§ What you should do
Within the material below, locate the line with "position:absolute; inset:0; border:2px" and the line with "position:absolute; left:15px; top:1825px;", then return those two lines and all lines between them, exactly as written.

========================

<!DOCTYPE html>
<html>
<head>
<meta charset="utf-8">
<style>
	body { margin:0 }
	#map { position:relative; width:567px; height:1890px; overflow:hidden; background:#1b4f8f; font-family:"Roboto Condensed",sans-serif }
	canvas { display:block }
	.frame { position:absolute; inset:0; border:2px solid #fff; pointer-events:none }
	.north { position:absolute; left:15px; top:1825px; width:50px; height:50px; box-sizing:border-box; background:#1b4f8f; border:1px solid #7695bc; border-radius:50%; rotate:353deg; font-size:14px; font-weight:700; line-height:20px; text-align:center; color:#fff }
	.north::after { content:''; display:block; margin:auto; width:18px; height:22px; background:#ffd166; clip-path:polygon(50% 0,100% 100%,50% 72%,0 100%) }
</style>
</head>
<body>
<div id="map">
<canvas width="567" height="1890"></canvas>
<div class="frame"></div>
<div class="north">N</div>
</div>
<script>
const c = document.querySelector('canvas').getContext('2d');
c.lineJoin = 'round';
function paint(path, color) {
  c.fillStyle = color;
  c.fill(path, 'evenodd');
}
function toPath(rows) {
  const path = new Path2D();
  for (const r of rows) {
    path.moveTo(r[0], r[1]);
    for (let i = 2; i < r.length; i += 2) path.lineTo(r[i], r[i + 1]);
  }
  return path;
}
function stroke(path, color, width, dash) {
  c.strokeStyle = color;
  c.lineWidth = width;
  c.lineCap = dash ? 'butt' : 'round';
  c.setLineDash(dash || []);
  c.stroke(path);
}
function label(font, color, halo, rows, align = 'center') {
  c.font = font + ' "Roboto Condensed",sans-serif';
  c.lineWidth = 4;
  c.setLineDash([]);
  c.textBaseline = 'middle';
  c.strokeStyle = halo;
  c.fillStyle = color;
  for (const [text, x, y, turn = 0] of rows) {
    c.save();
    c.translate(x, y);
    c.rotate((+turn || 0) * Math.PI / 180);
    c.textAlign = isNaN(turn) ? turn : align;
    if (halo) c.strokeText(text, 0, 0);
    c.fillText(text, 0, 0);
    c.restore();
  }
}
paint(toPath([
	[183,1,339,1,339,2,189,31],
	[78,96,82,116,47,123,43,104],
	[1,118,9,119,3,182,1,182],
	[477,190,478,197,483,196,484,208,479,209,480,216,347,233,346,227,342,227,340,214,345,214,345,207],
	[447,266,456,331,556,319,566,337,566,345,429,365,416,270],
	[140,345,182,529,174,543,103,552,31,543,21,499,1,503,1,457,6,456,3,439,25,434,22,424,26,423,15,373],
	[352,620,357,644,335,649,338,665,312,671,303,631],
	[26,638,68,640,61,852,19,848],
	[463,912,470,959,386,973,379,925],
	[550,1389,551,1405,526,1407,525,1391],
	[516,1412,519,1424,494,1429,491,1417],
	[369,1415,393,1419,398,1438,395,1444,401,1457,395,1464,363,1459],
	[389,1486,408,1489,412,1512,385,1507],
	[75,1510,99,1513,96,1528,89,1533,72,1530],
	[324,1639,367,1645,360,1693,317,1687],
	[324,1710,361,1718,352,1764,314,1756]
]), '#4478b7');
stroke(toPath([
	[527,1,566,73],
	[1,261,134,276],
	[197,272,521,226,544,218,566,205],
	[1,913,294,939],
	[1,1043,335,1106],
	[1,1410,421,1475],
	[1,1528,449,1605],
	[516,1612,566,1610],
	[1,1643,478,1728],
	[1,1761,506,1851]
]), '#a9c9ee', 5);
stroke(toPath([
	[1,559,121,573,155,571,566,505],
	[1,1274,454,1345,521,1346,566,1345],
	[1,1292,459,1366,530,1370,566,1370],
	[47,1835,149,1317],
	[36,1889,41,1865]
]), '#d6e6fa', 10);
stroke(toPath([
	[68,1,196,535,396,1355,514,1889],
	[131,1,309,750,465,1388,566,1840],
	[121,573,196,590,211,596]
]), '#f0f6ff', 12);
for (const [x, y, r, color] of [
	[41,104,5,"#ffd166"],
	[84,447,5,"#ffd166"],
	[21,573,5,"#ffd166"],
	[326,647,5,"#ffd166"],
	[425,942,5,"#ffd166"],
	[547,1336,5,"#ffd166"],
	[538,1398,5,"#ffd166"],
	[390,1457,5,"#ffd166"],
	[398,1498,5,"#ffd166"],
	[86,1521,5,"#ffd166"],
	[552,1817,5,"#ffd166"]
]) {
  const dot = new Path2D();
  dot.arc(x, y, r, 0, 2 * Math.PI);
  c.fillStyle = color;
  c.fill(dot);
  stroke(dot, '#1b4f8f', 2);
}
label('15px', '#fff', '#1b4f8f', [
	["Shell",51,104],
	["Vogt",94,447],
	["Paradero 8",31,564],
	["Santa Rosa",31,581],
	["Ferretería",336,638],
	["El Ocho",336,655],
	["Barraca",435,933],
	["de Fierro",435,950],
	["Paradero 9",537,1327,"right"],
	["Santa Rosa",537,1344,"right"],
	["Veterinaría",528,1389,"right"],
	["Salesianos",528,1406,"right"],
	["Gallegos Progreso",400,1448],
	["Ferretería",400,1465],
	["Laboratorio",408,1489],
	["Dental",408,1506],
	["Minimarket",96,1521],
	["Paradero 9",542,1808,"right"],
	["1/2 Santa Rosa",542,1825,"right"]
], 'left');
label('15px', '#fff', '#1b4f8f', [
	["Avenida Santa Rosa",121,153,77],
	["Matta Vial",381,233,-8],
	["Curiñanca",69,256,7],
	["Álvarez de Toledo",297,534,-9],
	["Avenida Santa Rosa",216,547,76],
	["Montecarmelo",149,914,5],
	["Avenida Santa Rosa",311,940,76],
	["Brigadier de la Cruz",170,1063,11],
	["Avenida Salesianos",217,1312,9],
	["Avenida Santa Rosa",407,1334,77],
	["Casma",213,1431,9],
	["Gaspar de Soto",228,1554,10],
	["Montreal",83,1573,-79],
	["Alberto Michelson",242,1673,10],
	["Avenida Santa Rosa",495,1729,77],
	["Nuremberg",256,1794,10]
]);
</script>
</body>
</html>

========================

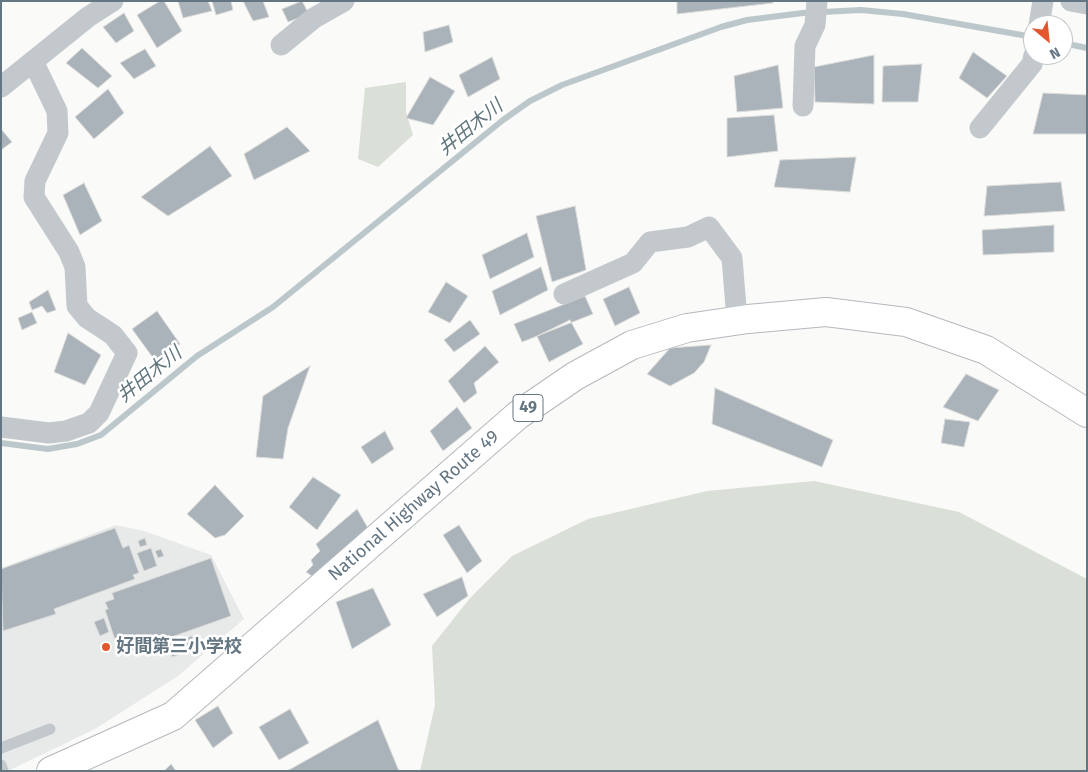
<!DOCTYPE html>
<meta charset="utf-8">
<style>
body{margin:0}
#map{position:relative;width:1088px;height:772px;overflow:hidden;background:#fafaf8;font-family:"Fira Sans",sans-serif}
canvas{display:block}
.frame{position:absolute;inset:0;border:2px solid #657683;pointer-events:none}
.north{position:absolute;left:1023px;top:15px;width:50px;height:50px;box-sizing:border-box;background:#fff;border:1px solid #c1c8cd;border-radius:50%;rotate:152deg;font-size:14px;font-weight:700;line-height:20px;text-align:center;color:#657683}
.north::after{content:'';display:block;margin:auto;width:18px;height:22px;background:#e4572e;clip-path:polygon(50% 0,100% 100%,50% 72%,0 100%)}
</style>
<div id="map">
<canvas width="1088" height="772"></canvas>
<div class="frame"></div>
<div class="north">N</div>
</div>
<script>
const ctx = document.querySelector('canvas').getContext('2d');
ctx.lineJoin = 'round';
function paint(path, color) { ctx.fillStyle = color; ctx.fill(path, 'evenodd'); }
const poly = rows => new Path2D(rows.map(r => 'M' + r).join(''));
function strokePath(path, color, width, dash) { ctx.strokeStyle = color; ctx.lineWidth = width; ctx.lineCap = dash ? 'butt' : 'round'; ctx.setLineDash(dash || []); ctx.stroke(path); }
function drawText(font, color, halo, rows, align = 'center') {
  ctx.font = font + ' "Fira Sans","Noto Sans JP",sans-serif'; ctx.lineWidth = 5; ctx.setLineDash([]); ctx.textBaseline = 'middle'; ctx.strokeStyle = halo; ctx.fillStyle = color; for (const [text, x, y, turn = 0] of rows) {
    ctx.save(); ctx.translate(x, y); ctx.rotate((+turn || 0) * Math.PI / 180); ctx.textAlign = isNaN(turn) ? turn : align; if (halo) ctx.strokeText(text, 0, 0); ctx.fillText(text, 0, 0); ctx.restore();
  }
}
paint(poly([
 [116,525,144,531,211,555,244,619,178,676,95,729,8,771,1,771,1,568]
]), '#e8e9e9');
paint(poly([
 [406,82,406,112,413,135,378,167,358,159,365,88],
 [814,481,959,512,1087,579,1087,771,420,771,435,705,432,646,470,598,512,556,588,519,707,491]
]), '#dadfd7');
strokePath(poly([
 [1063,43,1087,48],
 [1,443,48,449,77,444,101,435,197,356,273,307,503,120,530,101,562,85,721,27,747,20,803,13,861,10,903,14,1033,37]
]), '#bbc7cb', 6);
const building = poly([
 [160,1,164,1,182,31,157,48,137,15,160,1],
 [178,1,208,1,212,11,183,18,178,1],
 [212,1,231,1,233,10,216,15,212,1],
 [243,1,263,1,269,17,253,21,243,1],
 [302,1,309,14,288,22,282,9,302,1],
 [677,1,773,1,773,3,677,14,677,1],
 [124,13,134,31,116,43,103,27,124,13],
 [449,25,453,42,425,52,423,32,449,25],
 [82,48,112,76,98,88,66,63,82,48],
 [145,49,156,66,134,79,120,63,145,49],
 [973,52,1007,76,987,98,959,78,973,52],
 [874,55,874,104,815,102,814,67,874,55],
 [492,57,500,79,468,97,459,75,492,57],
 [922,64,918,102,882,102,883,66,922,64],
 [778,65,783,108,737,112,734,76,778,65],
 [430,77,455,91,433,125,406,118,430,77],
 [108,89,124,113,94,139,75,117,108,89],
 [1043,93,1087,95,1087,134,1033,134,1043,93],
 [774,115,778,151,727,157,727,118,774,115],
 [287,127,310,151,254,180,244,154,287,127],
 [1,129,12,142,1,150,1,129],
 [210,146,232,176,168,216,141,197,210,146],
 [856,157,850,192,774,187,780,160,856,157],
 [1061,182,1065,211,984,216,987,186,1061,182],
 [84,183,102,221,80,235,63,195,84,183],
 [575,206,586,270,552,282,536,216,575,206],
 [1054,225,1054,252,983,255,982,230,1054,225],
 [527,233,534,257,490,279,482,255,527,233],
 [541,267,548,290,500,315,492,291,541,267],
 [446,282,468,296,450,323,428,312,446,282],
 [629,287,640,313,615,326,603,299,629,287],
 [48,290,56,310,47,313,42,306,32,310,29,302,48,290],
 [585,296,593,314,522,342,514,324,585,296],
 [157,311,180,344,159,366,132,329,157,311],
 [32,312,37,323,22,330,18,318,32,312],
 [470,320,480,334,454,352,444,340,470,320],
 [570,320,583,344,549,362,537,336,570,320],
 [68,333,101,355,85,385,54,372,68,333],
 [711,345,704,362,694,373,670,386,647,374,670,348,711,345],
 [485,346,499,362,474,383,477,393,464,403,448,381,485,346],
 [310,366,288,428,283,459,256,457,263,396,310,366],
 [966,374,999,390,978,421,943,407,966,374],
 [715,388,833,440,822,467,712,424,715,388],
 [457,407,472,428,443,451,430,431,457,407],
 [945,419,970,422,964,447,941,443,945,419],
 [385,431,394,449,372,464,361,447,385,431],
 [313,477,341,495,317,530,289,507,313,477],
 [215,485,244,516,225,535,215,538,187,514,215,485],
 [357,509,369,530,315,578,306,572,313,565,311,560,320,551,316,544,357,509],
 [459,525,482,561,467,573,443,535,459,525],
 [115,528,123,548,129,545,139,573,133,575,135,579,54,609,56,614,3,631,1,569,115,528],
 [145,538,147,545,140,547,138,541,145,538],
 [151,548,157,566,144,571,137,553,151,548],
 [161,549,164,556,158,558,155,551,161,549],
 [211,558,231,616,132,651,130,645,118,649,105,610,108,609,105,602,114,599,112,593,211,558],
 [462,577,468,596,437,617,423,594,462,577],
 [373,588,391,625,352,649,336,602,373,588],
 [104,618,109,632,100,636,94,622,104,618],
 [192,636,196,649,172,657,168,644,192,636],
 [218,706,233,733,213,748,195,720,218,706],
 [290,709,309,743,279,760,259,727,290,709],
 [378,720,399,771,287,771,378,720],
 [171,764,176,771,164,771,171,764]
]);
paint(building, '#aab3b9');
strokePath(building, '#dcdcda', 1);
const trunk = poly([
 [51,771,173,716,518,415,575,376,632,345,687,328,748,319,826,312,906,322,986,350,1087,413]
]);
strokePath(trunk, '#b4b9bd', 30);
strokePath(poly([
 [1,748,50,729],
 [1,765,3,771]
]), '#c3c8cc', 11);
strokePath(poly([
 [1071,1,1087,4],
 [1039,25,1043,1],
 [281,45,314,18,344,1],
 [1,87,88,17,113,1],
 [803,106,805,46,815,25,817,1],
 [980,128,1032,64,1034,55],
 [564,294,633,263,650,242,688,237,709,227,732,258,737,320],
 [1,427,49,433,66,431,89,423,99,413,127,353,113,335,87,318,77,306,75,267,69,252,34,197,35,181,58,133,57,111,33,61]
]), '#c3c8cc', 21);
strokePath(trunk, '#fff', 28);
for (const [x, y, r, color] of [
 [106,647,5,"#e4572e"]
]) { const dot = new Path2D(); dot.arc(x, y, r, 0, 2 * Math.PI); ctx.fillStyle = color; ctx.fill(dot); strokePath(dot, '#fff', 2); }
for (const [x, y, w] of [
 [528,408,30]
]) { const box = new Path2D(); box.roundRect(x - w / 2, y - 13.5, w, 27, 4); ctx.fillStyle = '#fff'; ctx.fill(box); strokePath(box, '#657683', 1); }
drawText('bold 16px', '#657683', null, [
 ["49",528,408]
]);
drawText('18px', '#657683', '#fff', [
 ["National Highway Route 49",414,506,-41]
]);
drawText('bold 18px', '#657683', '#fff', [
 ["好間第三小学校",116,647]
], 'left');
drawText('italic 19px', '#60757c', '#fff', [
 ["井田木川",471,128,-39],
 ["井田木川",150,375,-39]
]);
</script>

========================

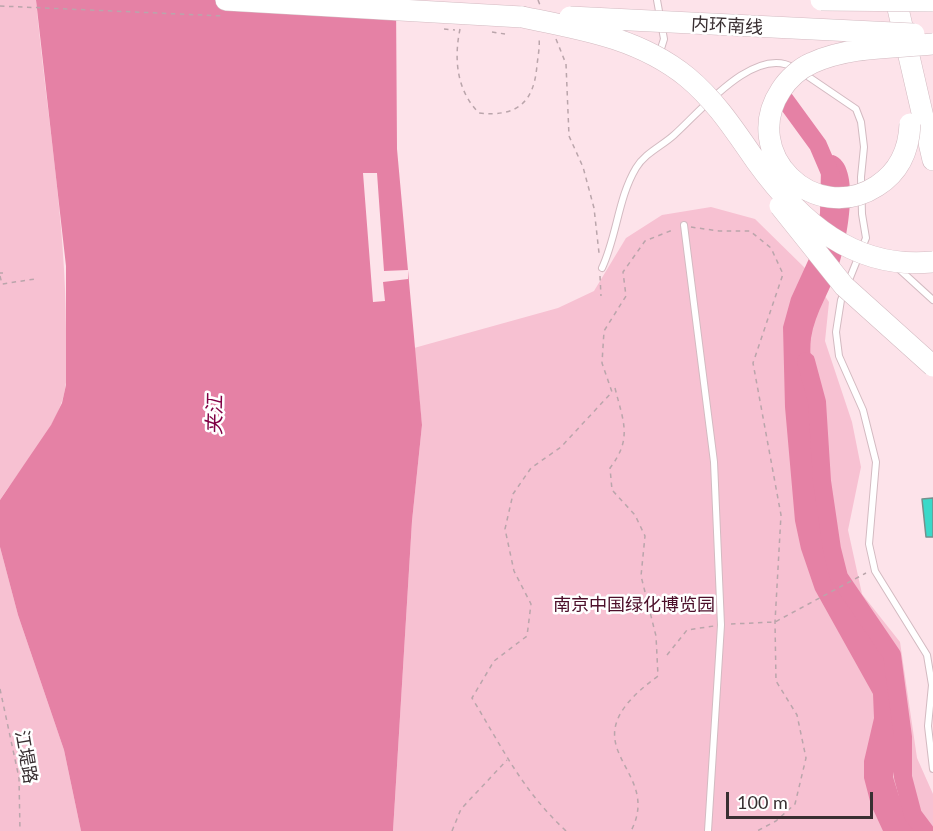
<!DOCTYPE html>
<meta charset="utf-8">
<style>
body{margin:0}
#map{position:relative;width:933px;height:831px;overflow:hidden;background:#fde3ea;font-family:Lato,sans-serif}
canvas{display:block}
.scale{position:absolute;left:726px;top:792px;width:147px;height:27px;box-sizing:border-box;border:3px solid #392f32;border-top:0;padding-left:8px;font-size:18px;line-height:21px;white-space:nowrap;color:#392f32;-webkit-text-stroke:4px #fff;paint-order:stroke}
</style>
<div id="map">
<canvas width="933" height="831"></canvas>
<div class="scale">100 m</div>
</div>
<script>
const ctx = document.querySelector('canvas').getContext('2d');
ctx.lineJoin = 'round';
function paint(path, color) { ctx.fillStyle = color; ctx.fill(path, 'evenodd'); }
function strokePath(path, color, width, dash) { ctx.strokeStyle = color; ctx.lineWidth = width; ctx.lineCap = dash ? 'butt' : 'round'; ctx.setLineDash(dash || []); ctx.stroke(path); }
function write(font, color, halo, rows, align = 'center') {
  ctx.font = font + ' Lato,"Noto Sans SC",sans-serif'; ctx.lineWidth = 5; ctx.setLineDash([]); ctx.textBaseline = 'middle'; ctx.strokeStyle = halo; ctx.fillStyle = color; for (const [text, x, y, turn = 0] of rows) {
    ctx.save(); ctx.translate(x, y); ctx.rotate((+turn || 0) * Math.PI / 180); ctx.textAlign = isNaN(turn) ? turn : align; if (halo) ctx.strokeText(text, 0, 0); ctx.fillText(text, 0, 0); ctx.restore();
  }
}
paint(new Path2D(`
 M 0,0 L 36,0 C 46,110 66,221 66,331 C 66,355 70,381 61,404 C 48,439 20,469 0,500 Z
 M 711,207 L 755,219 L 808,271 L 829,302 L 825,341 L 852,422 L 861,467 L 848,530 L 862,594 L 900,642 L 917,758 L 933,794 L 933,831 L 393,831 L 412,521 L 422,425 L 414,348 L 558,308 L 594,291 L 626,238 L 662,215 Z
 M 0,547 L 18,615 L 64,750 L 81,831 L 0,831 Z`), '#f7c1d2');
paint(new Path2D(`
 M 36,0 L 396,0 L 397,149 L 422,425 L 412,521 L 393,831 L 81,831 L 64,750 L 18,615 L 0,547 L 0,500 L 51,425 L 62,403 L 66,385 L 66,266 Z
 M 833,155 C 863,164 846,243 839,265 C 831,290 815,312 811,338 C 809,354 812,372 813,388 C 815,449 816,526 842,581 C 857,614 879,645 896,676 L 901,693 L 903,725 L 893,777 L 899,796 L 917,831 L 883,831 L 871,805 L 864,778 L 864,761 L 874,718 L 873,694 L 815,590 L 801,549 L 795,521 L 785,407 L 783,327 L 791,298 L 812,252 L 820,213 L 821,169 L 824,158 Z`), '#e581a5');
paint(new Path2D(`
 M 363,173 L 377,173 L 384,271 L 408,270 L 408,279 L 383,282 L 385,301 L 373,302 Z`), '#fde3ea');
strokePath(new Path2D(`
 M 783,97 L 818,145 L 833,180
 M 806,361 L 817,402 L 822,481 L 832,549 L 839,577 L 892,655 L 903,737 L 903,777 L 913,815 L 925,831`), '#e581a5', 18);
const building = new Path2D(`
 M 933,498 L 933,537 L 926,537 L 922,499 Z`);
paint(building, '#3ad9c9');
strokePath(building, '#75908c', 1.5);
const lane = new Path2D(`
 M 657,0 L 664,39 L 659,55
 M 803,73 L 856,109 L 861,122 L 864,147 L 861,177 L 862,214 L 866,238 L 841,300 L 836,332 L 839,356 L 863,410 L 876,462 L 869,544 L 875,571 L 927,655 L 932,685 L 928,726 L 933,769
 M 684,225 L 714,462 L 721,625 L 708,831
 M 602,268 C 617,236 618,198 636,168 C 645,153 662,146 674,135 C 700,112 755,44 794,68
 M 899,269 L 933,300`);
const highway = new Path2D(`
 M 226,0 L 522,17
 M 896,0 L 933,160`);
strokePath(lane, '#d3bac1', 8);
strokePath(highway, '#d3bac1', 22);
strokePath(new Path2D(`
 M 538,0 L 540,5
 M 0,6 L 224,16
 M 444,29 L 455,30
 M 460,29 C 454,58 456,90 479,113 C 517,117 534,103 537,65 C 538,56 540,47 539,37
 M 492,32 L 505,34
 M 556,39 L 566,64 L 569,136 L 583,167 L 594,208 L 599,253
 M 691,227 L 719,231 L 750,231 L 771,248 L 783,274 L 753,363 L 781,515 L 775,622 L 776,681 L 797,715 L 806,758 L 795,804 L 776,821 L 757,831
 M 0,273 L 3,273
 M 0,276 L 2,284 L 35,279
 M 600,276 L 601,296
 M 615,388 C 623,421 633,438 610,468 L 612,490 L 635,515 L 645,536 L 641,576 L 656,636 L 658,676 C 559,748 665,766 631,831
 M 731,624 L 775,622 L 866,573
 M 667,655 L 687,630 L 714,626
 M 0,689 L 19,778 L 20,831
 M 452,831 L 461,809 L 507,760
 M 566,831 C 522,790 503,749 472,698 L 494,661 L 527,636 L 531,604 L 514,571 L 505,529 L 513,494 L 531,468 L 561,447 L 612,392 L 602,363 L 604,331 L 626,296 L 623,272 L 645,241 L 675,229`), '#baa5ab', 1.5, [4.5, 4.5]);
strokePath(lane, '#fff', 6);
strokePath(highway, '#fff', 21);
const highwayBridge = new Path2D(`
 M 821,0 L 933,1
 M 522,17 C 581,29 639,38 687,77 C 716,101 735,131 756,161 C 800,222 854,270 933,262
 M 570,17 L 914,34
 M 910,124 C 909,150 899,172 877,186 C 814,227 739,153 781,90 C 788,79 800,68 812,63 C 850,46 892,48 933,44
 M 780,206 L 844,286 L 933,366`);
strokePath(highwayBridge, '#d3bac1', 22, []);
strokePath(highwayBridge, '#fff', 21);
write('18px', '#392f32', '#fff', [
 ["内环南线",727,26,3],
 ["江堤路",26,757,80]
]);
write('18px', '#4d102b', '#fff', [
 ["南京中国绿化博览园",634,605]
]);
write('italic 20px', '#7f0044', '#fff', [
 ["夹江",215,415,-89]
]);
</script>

========================

§ The answer
	.frame { position:absolute; inset:0; border:2px solid #fff; pointer-events:none }
	.north { position:absolute; left:15px; top:1825px; width:50px; height:50px; box-sizing:border-box; background:#1b4f8f; border:1px solid #7695bc; border-radius:50%; rotate:353deg; font-size:14px; font-weight:700; line-height:20px; text-align:center; color:#fff }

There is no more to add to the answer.